Today, the house reflects both Fong’s pared-down sensibility and his active imagination. Natural light and strategically placed windows create a bridge between the designer’s layered interiors and the generative presence of nature. An angled window above the bookcase in the living room abstractly frames Los Angeles’s vibrant skies. Across from the Børge Mogensen leather sofa that dominates the room, a Jean Prouvé wall divider separates this space from the dining area, centered on a Charlotte Perriand table and stools. A skylight sliced into the space above a back door lets in pure, unobstructed light, some of which is absorbed by a dark circular painting by Michelle Grabner. A circular window in the foyer completes this light-filled narrative, assuring that at every step, the home’s lush exterior isn’t forgotten.

on an outside patio below a steel pergola is a cane bench, a dining table with chairs, and a pendant overhead, on the ground concrete tiles sit atop stone pavers, there is a koi pond and hanging pots with plants

The garden patio features a Van Keppel-Green table surrounded by Mathieu Matégot chairs. The pendant is by Louis Poulsen.

William Abranowicz

The green that creeps its way into the home complements Fong’s go-to palette of grays, browns, blacks, and blues. Everything in this 2,400-square-foot house is perfectly in balance.
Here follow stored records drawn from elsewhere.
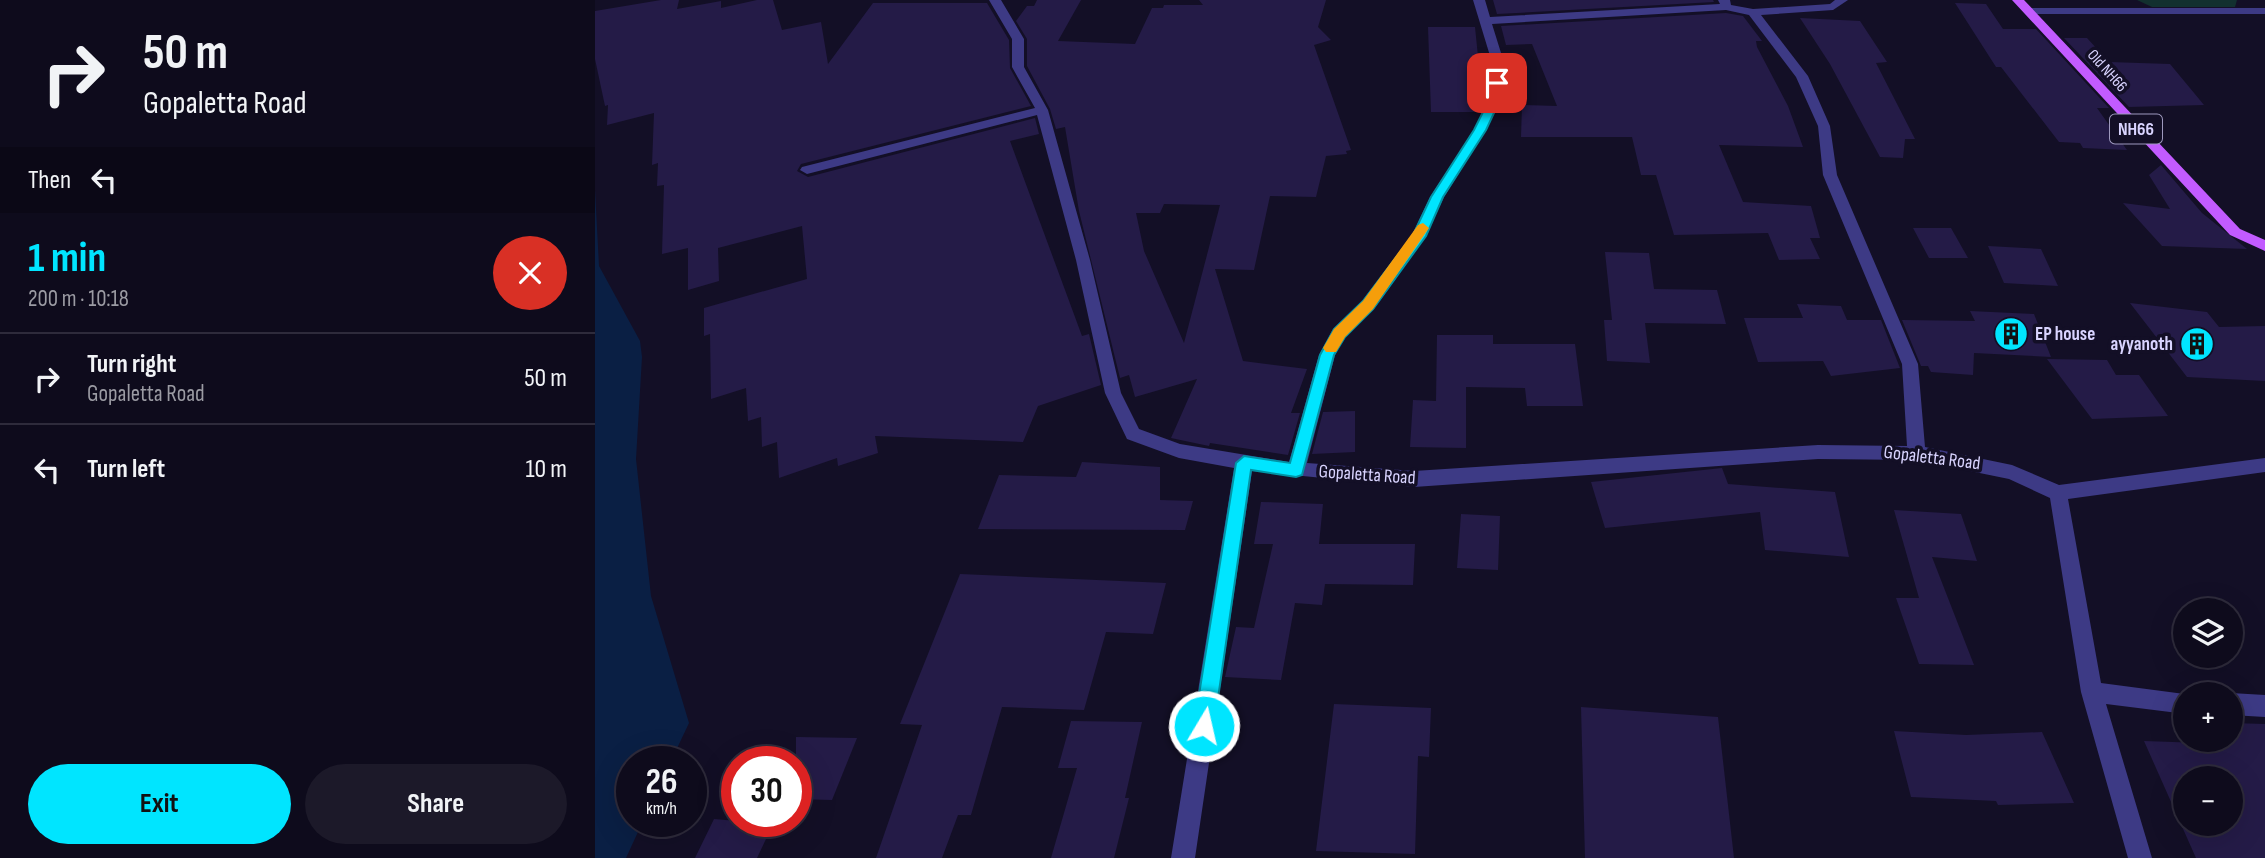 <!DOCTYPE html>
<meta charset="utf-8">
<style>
:root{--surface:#0e0b1c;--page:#1c1929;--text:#f1f3f6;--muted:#9b9ba3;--line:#2e2b3b;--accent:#00e5ff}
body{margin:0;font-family:"Sofia Sans Condensed",sans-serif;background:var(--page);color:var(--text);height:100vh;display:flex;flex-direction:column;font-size:26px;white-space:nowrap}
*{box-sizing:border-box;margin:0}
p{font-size:23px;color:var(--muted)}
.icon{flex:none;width:38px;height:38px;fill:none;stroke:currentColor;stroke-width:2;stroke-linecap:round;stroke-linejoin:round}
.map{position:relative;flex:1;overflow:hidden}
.drawer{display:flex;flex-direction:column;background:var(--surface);width:595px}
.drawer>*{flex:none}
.banner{background:#0e0b1c;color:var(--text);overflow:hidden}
.buttons{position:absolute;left:1578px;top:598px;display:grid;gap:14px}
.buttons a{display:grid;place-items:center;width:70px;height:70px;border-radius:50%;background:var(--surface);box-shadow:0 7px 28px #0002,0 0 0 2px var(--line);font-size:35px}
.speed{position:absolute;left:21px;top:746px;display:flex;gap:14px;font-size:35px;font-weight:700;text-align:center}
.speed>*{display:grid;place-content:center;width:91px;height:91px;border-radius:50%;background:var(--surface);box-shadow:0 7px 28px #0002,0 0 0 2px var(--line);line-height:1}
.speed small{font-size:18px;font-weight:400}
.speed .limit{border:10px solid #d22;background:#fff;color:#111}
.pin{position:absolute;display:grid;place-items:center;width:60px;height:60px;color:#fff;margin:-30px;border-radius:14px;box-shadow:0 4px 10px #0006}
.me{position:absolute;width:77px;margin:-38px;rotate:9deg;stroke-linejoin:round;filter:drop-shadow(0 0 5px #0008)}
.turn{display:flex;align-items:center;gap:24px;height:147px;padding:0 28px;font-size:32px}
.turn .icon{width:91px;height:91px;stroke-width:2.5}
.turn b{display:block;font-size:49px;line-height:60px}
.then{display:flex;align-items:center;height:66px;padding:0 28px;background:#0003;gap:14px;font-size:26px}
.round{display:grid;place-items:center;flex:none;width:74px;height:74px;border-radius:37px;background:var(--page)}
.summary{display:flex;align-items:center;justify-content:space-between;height:119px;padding:0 28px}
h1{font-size:42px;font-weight:700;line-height:52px;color:var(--accent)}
.cta{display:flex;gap:14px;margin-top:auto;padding:14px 28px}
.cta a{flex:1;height:80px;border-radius:42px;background:var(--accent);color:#111;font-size:28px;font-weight:700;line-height:80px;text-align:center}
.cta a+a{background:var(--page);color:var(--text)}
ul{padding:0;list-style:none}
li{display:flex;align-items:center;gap:21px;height:91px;padding:0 28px;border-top:2px solid var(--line)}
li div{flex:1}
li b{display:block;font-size:26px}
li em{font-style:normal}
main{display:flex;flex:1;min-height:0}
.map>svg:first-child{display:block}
.green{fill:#12302f}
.water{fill:#0a1f44}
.building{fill:#241b47;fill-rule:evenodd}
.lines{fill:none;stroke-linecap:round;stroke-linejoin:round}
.minor{fill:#3d3a85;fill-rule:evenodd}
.major{fill:#c25bff;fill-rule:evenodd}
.route{fill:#00e5ff;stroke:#0095a6;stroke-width:2}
.slow{fill:#f59e0b}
.labels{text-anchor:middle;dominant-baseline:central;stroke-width:7;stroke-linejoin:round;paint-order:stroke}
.far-street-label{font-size:16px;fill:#d9d4ff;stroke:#130f26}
.shield{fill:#130f26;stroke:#9e99be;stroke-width:2}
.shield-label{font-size:18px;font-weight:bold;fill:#d9d4ff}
.poi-label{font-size:19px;font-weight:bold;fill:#d9d4ff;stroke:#130f26;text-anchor:start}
.street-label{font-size:19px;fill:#d9d4ff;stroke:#130f26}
</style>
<main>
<section class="drawer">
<div class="banner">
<div class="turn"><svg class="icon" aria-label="right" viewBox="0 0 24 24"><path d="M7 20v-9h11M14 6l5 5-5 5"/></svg><div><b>50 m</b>Gopaletta Road</div></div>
<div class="then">Then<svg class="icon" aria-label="left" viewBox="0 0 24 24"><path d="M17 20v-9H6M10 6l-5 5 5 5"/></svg></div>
</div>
<div class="summary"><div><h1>1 min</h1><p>200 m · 10:18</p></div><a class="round" style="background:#d93025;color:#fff"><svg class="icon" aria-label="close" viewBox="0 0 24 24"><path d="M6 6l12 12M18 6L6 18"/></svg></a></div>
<ul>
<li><svg class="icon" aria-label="right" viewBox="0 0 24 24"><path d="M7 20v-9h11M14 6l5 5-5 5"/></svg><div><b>Turn right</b><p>Gopaletta Road</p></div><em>50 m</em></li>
<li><svg class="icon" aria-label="left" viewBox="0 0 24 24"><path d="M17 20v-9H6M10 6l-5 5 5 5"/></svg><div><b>Turn left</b></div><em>10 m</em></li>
</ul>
<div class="cta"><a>Exit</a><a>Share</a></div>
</section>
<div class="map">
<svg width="1670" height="858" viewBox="0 0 1670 858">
<rect width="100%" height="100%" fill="#130f26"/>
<!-- green -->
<path class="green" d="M1542,0h100l-2,7h-83z"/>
<!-- water -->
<path class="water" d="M0,190l4,76 41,75 2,16 -6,102 15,137 38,127 -18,38h-39v60h11l-17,37h-31z"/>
<!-- building -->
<g class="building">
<path d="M66,0h18l-2,9 44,-8v7l36,-8h16l9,30 39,-8 7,42 45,-61h114l22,37 1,28 21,38 -230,58 -4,7 11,6 227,-59 4,16 -29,7 72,195 7,-2 12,51 -63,21 -15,36 -148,-6 3,17 -40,13 -1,-8 -58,20 -2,-36 -15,5 -1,-30 -13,4 -2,-33 -35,11 -1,-65 -6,2v-28l103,-29 -5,-53 -84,22 1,33 -31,9v-42l-26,6 2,-69 -7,1 1,-23 -6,2 2,-52 -47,12 1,-20 -3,1 -10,-47v-48z"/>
<path d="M442,0h44l-23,41 77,3 17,-36h11l1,-3h39l-4,-5h127l-8,27 13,13 -17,5 37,105 -5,1 1,3 -21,2 -10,41 -46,-1 -16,74 -39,-1 28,92 64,8 -16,44h9l-12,42 -78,-12 -1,3 -38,-8 26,-59 -62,18 -6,-22 -9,3 -41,-167 -14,-84 -9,2 -6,-20 -23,-43v-27l-11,-18 11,-15h7zM569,204l56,1 -36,138 -40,-92 -8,-38h24z"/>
<path d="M898,0h220l1,2 -217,12z"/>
<path d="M1360,3l31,1 17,25h33l73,79h-12l30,42 -44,-2 -3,-5 -21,-1 -58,-75h-5z"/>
<path d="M1131,13l17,3 19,25h-6l1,6 31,59 15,41 -84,-2 24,57 68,4 9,32h-10l10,21 -41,1 -11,-27 -94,2 -18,-60h-15l-9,-38h-111l1,-32 35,1 -25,-62 -26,1 -5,-19z"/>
<path d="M1205,18l60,3 27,41 -11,1 39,76h-10l-2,19 -23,-1 -50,-93z"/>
<path d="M833,27h47l8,79 -3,6h-49z"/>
<path d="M1469,38h23l22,24 61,2 34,41 -75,2z"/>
<path d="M1566,165l41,48 45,36 -85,-3 -39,-43 47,6 -21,-34z"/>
<path d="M1318,228h38l17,30h-39z"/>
<path d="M1393,246l53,3 17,37 -54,-3z"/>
<path d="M1010,252l44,1 5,36 63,1 9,34 -81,-1 5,40 -43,-2 -3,-41h8z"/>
<path d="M1535,303l77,9 12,15 46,-1v55l-78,-4z"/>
<path d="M1202,304l44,2 6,14h34l19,48 -69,8 -8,-15 -65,1 -14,-44h59z"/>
<path d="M1375,311l64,3 17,43 -77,-4 -1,22 -42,-3 -3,-6h-7l-19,-46 73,1z"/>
<path d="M842,335h56v9h82l8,62h-56l-2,-18 -59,-1v61l-56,-1 3,-47 23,1z"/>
<path d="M1452,359l60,1 9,15h23l29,41 -76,3z"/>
<path d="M760,411v41l-43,2 11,-42z"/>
<path d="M487,462l78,5v33l33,1 -8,29 -207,-1 21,-54 77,2z"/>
<path d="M1127,468l6,16 107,8 14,65 -84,-7 -5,-38 -155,16 -14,-46z"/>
<path d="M666,502l62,2 -4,40h96l-2,41 -88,-1 -3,21 -27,-2 -14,77 -56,-3 11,-50 18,1 19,-84h-19z"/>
<path d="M1299,510l67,4 16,47 -45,-4 42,108 -55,-1 -23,-66h23z"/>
<path d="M866,514l39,2 -2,54 -41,-2z"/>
<path d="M365,574l206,9 -13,51 -47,-2 -22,78 -82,-3 -31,108h-13l-16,43h-66l46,-133 -22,-1z"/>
<path d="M739,704l97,4 -2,49 -11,-1 -3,98 -99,-3z"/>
<path d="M986,707l137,10 16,141h-149z"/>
<path d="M476,721l71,1 -17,76h4l-15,60h-63l26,-90h-19z"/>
<path d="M1636,723l34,1v134h-69l-52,-117 87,3zM1591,779h45v45h-45z"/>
<path d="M1299,731l72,4 76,-3 32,71 -76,2 -2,-4 -85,-4z"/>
<path d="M201,737l61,1 -25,62 -36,-1z"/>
<path d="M119,819l23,2 37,1 -17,36h-62z"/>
</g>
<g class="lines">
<!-- minor -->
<g class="minor">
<path d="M394,0h12l23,39v28l24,43 42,150 31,133 18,36 41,15 109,18 30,-107 14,-26 29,-28 50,-66 18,-38 44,-67 16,-32 4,-29 -21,-69h12l5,17 230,-13 -2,-4h12l1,5 22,4 77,-5 5,-4h13l-15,10 -72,5 47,61 22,50 7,49 81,189 7,83 87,18 47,20 206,-27v14l-197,27 33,184 91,12h-6v19l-80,-10 46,154h-24l-47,-166 -31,-194 -41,-19 -93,-19 -98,-1 -404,28 -162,-16 -57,387h-24l63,-390 -55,-10 -52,-19 -22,-46 -29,-133 -39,-145 -230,59 -7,-4 2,-3 233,-59 -23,-41v-28zM1131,10l23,5 47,62 22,49 5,49 79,189 5,82 -89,-1 -404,26 -107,-8 28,-108 10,-18 29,-28 50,-70 20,-42 42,-67 16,-32 4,-29 -14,-45z"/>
<path d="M1670,8v6h-235l-6,-3 6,-3z"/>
<path d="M1636,693l34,2v22l-34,-2v-20h-3z"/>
</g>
<!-- major -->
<path class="major" d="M1417,0h12l216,229 25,11v11l-35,-16z"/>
</g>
<!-- route -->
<path class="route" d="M902,80l6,3 -2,15 -15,32 -43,67 -17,39 -53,73 -28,28 -11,18 -32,120 -6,2 -45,-7 -37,256 -3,7 -7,3 -7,-3 -3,-7 42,-263 8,-7 46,7 30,-108 14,-26 29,-28 50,-66 18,-38 43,-67 16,-32 2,-15z"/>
<!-- slow -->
<path class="slow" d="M828,223l6,5 -56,81 -28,28 -9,15h-10l-3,-4 11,-19 29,-28 55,-76z"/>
<!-- icons -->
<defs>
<g id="building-disc" transform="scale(1.75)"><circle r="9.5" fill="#00e5ff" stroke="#130f26"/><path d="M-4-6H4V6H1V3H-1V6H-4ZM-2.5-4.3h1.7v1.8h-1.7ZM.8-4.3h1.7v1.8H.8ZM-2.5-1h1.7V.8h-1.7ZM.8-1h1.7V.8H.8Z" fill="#111"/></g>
</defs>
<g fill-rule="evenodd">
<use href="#building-disc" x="1416" y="334"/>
<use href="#building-disc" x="1602" y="344"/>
</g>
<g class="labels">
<!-- far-street labels -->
<g class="far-street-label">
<text transform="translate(1512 71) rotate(48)">Old NH66</text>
</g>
<!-- shield labels -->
<rect class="shield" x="1515" y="114.5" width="52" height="29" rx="5"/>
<g class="shield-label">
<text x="1541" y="129">NH66</text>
</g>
<!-- poi labels -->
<g class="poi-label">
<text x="1440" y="334">EP house</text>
<text x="1578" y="344" text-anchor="end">ayyanoth</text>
</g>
<!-- street labels -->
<g class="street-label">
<text transform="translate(1337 458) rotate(7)">Gopaletta Road</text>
<text transform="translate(772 475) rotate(4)">Gopaletta Road</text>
</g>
</g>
</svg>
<div class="buttons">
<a><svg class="icon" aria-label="layers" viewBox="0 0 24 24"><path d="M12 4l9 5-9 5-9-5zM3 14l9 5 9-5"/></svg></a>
<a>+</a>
<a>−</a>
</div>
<div class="speed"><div>26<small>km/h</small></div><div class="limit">30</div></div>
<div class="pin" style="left:902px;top:83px;background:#d93025"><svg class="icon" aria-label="arrive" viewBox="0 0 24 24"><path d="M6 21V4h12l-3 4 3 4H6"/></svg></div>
<svg class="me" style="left:609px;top:726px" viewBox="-20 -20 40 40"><circle r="17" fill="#00e5ff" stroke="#fff" stroke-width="3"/><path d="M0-11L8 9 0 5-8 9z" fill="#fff"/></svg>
</div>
</main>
It’s a lifestyle shift for this former jet-setter who now enjoys nothing more than a quiet evening at home with family and friends. “This house gave me the freedom to revisit things I loved that weren’t about traveling the world or being in fancy hotels,” Fong says. “The benefit of getting older is that we know our limits and our strengths. I think a home should be an extension of that.”